Policy Gradient Methods¶

This page covers the foundational policy gradient algorithms: REINFORCE and Vanilla Policy Gradient (VPG). These are the simplest instantiations of the policy gradient theorem and serve as the basis for more advanced methods like TRPO and PPO.

REINFORCE¶

REINFORCE (Williams, 1992) is the simplest policy gradient algorithm. It uses Monte Carlo returns to estimate the policy gradient.

Algorithm¶

\[ \nabla_\theta J(\theta) \approx \frac{1}{N} \sum_{i=1}^{N} \sum_{t=0}^{T} \nabla_\theta \log \pi_\theta(a_t^{(i)} | s_t^{(i)}) \, G_t^{(i)} \]

where \(G_t^{(i)} = \sum_{t'=t}^{T} \gamma^{t'-t} r_{t'}^{(i)}\) is the reward-to-go for trajectory \(i\).

Pseudocode: REINFORCE

Initialize policy parameters θ
for iteration = 1, 2, ... do
    Collect N trajectories {τ_i} by running π_θ
    For each trajectory, compute returns G_t
    Estimate gradient: ĝ = (1/N) Σ_i Σ_t ∇_θ log π_θ(a_t|s_t) G_t
    Update: θ ← θ + α ĝ
end for

Properties¶

Unbiased gradient estimate (uses true Monte Carlo returns)
High variance — each gradient estimate is noisy, requiring many samples
On-policy — data must come from the current policy
Requires complete episodes (not suitable for continuing tasks)

Vanilla Policy Gradient (VPG)¶

VPG improves upon REINFORCE by adding a learned baseline to reduce variance.

Algorithm¶

The key modification: subtract a baseline \(b(s_t) \approx V^{\pi}(s_t)\) from the return:

\[ \nabla_\theta J(\theta) \approx \frac{1}{N} \sum_{i=1}^{N} \sum_{t=0}^{T} \nabla_\theta \log \pi_\theta(a_t | s_t) \left( G_t - b(s_t) \right) \]

In practice, \(b(s_t)\) is a neural network \(V_\phi(s)\) trained to minimize:

\[ \mathcal{L}(\phi) = \frac{1}{NT} \sum_{i,t} \left( V_\phi(s_t^{(i)}) - G_t^{(i)} \right)^2 \]
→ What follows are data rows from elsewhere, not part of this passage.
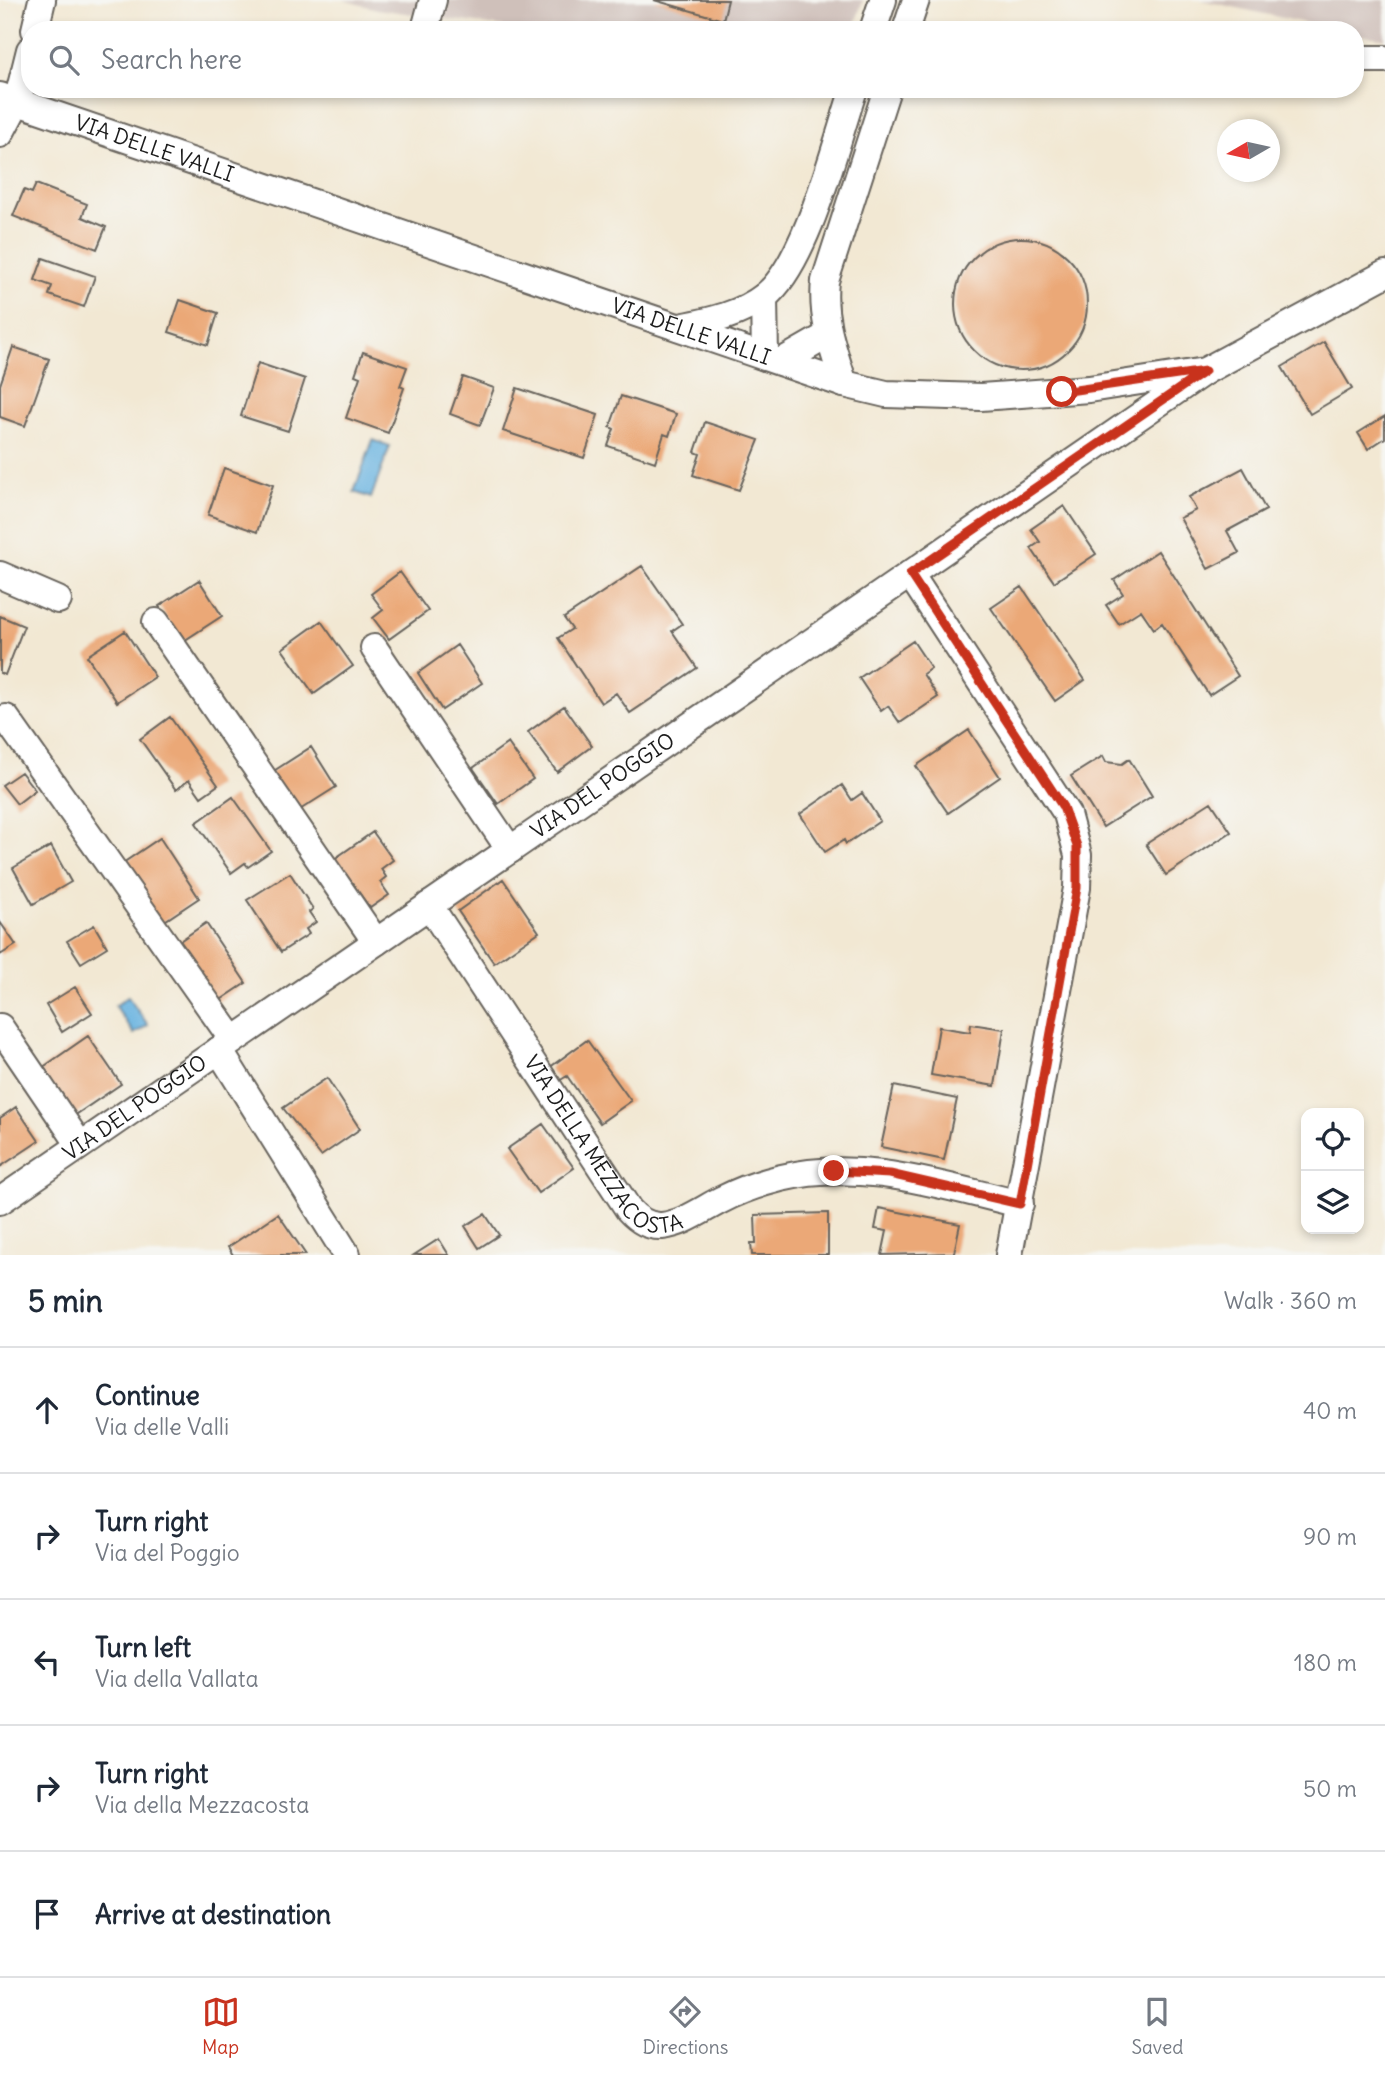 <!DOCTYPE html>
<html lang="en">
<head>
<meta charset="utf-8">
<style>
  body { margin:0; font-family:Delius,sans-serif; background:#f6f6f7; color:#1f2937 }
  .controls { position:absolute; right:21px; bottom:21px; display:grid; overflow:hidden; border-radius:14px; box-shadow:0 4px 10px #0003 }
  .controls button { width:63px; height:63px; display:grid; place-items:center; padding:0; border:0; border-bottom:2px solid #e0e1e3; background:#fff; color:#1f2937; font:35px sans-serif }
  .compass { position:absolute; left:1217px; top:119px; width:63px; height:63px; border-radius:50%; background:#fff; box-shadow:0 4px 10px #0003; rotate:261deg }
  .stop { position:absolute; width:21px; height:21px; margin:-16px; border:5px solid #c8321e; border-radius:50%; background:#fff }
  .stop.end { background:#c8321e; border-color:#fff; box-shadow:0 2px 7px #0008 }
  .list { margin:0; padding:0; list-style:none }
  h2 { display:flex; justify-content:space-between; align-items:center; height:91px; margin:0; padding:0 28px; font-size:30px }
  h2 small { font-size:23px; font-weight:400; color:#747a83 }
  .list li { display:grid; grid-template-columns:46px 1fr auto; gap:21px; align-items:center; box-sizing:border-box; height:126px; padding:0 28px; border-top:2px solid #e0e1e3 }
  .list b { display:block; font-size:26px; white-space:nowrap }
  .list p { margin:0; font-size:23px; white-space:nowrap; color:#747a83 }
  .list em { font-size:23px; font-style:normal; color:#747a83 }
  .icon { flex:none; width:38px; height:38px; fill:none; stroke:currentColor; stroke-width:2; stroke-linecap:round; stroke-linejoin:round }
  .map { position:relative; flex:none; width:1385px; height:1255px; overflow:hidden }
  .search { position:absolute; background:#fff; box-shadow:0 4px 10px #0003; left:21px; right:21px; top:21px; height:77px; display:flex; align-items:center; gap:18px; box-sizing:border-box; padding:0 24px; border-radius:28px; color:#747a83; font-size:26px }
  .sheet { height:721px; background:#fff }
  nav { display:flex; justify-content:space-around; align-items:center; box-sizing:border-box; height:98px; border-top:2px solid #e0e1e3; background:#fff; font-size:19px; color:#747a83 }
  nav a { display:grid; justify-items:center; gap:4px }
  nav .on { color:#c8321e }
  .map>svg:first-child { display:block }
</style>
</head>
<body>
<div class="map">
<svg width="1385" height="1255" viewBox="0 0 1385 1255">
  <rect width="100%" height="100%" fill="#f6f6f2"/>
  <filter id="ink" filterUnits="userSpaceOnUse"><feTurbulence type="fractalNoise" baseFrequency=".0143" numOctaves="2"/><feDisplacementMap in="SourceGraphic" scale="14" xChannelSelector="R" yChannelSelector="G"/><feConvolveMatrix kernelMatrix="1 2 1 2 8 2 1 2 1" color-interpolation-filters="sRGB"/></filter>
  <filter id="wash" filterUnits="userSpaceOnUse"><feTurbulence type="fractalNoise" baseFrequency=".00686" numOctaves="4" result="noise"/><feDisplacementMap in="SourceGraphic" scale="28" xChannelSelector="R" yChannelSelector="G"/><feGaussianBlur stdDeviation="1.57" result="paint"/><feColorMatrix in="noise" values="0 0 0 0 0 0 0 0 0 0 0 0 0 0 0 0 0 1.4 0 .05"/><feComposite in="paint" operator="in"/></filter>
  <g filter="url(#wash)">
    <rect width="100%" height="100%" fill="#f2e8d3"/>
    <path fill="#cfc0ba" d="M343,0H863L853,30H525L377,9Z
      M1201,0H1385V39L1355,34V30H1337Z"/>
    <path fill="#67b2e0" stroke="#42677e" stroke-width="2" d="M373,440L390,446L371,498L354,492Z
      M128,997L148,1025L134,1034L115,1006Z"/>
    <g id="blocks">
      <path fill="#eba877" d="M654,0H728L723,20Z
        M36,184L87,204L82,217L106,227L97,249L13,216L24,190L32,193Z
        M955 304a66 66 0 1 1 132 0a66 66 0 1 1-132 0Z
        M43,258L95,276L84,307L49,295L52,286L35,280Z
        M180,300L218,313L208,345L169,332Z
        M1324,342L1352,389L1310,414L1282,367Z
        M13,347L49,359L25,426L0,417V385Z
        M363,352L407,367L400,386L404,388L388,433L346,418L360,377L355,375Z
        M258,363L305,379L288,431L241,416Z
        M463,377L494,388L480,425L450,414Z
        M517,388L598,415L584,458L503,431Z
        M621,396L676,414L669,436L664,434L655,462L608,446L614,429L610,427Z
        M1385,416V438L1368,449L1358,433Z
        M705,422L759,440L739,490L693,475L700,454L695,452Z
        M224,468L273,485L257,532L208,515Z
        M1243,468L1266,510L1227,531L1239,553L1208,569L1180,518L1196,510L1189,497Z
        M1064,506L1096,554L1054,582L1031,548L1040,542L1031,529Z
        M1158,551L1238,676L1209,695L1162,623L1154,629L1141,610L1119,624L1106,605L1123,594L1114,580Z
        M642,566L682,624L672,631L697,668L630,713L616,693L601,703L558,638L572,629L564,618Z
        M400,572L428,611L389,639L373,618L383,610L371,594Z
        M199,580L222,616L182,642L159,606Z
        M1022,587L1085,680L1055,701L991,608Z
        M0,616L24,626L5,675L0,673Z
        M321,621L353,666L314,694L282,649Z
        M125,631L155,677L117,702L87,656Z
        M913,641L931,668L923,674L938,697L900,723L888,706L881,711L859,678Z
        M457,645L482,683L442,710L418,673Z
        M564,706L592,746L557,772L528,732Z
        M170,717L218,785L201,797L189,780L176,790L140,739Z
        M969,730L1000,777L948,813L916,766Z
        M508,743L533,779L498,804L473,768Z
        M311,747L336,787L295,813L269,774Z
        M1103,756L1106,762L1122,764L1129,759L1152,796L1103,827L1071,776Z
        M21,772L35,790L17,804L2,785Z
        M842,785L852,800L862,793L880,821L846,844L844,840L825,852L800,814Z
        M233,797L271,851L248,867L245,863L231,873L196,823Z
        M1211,802L1231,832L1166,875L1146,844Z
        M373,832L393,860L381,869L386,877L380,882L389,895L370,908L345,873L340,876L330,862Z
        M160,838L199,898L160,924L120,865Z
        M51,846L71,882L33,904L13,868Z
        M290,873L313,909L309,912L316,922L306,929L309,934L281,952L247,900Z
        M503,879L539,932L494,963L458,911Z
        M0,922L16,945L0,955Z
        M206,923L246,983L213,1005L174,945Z
        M94,925L107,947L81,963L67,941Z
        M75,987L92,1013L62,1032L46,1005Z
        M971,1024L1004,1029L995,1086L931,1075L939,1027L970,1032Z
        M88,1036L121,1084L71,1118L39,1070Z
        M587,1040L631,1101L600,1123L567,1076L559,1081L549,1068Z
        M327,1078L360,1129L321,1156L283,1108Z
        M894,1086L957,1099L944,1160L881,1147Z
        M16,1107L39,1141L0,1167V1118Z
        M543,1124L574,1168L538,1193L507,1149Z
        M879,1208L960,1224L954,1253L882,1255L887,1231L875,1229Z
        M828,1213V1255H752L751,1243H756L755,1215Z
        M278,1214L306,1255H233L228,1247Z
        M485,1214L499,1235L479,1248L465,1226Z
        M439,1239L449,1255H414Z"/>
    </g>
  </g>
  <g filter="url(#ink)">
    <use href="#blocks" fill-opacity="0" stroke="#67635c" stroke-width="2"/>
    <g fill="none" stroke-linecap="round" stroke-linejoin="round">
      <defs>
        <g id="minor">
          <path d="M425,29L433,0"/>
          <path d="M35,30L42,0"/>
          <path d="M873,30L883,0"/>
          <path d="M906,30L916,0"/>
          <path d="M1355,59H1385"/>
          <path id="s1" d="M0,96L844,384L886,394L981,397L1089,389L1205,371L1385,274"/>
          <path d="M0,134L17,102L30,50"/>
          <path d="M764,297L765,357"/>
          <path d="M680,327C710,321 741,315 765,296C807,263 836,142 854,89"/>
          <path d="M781,362L828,335"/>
          <path d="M844,384C833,349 821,318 825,281L887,89"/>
          <path d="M910,574L1067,814L1078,855L1077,888L1009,1255"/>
          <path d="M0,575L58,600"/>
          <path d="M156,622L376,942"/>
          <path d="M374,648L510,850"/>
          <path d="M6,718L233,1040"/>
          <path id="s2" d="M429,905L629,1210C638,1220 648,1227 662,1226C683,1224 703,1209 721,1200C740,1190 761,1183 781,1178C861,1158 942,1186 1020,1204"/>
          <path d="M0,1027L80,1145"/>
          <path d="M219,1050L347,1255"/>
          <path id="s3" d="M0,1201L1205,371"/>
        </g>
      </defs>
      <use href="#minor" stroke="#67635c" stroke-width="30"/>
      <use href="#minor" stroke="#fff" stroke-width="26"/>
    </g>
  </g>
  <g fill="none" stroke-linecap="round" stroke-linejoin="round" filter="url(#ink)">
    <path stroke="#c8321e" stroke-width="9" d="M834,1171L890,1174L1020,1204L1077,888V846L1063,807L910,574L1205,371L1062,392"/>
  </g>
  <g text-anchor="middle" stroke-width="6" stroke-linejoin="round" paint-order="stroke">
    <g font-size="21" fill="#1c1c1c" stroke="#f6f6f2">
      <text dy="7" stroke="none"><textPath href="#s1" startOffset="163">VIA DELLE VALLI</textPath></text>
      <text dy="7" stroke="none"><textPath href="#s1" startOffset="730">VIA DELLE VALLI</textPath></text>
      <text dy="7" stroke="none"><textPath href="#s3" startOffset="732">VIA DEL POGGIO</textPath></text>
      <text dy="7" stroke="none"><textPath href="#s3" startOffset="164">VIA DEL POGGIO</textPath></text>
      <text dy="7" stroke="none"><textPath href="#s2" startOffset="303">VIA DELLA MEZZACOSTA</textPath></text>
    </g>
  </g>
</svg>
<div class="controls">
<button><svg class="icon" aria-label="locate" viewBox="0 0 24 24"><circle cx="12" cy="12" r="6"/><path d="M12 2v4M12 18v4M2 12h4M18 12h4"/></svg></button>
<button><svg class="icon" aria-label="layers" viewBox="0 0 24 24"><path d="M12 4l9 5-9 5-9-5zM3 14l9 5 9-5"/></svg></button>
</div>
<svg class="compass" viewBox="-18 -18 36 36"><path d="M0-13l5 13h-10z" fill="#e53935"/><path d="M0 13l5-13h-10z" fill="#747a83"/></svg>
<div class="stop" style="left:1062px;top:392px"></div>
<div class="stop end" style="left:834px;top:1171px"></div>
<div class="search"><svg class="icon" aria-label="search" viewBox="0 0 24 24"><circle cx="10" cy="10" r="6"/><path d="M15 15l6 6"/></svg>Search here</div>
</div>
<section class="sheet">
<h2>5 min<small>Walk · 360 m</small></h2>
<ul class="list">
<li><svg class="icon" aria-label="ahead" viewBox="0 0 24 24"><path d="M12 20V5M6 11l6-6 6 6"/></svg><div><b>Continue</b><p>Via delle Valli</p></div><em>40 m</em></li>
<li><svg class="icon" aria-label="right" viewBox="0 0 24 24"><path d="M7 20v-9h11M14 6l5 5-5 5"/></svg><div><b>Turn right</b><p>Via del Poggio</p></div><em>90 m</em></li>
<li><svg class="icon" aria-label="left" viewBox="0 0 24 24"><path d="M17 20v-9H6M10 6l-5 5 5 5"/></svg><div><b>Turn left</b><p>Via della Vallata</p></div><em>180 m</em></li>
<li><svg class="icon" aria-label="right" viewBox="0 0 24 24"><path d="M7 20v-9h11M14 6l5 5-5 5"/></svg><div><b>Turn right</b><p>Via della Mezzacosta</p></div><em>50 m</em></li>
<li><svg class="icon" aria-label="arrive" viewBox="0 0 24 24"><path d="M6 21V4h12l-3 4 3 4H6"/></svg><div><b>Arrive at destination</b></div></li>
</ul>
</section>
<nav>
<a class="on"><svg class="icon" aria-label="map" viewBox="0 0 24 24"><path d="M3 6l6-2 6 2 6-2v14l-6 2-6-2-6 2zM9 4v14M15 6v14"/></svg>Map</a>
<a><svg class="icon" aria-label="directions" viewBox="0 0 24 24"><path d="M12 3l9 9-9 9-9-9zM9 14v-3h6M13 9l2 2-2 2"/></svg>Directions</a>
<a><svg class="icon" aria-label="saved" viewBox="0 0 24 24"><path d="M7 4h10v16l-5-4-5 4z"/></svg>Saved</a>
</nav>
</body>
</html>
Pseudocode: Vanilla Policy Gradient

Initialize policy parameters θ, value function parameters φ
for iteration = 1, 2, ... do
    Collect N trajectories {τ_i} by running π_θ
    Compute returns G_t for all timesteps
    Compute advantages: Â_t = G_t - V_φ(s_t)
    Update policy:  θ ← θ + α · (1/NT) Σ ∇_θ log π_θ(a_t|s_t) Â_t
    Update baseline: φ ← φ - β · ∇_φ Σ (V_φ(s_t) - G_t)²
end for

Advantages Over REINFORCE¶

Lower variance due to the baseline (same expectation, reduced spread)
Faster convergence in practice
Still unbiased (subtracting a state-dependent baseline doesn't bias the gradient)

Practical Considerations¶

Common Issues¶

Learning rate sensitivity: Too large → policy collapse; too small → slow progress. Use adaptive optimizers (Adam) with careful scheduling.
Reward scaling: Normalize returns or advantages across a batch to stabilize training:
```
advantages = (advantages - advantages.mean()) / (advantages.std() + 1e-8)
```
Entropy bonus: Add \(c \cdot \mathcal{H}(\pi_\theta(\cdot|s))\) to the objective to encourage exploration and prevent premature convergence.

Implementation Tips¶

Use GAE (\(\lambda = 0.95\)--\(0.99\)) instead of raw Monte Carlo returns for the advantage estimation
Collect large batches (thousands of timesteps) per update to reduce variance
Monitor the entropy of the policy — if it drops too fast, the policy is collapsing

Key References¶

Williams, R.J. (1992). "Simple Statistical Gradient-Following Algorithms for Connectionist Reinforcement Learning." Machine Learning.
Sutton, R.S., McAllester, D., Singh, S., Mansour, Y. (1999). "Policy Gradient Methods for Reinforcement Learning with Function Approximation." NeurIPS.
Schulman, J., Moritz, P., Levine, S., Jordan, M., Abbeel, P. (2016). "High-Dimensional Continuous Control Using Generalized Advantage Estimation." ICLR.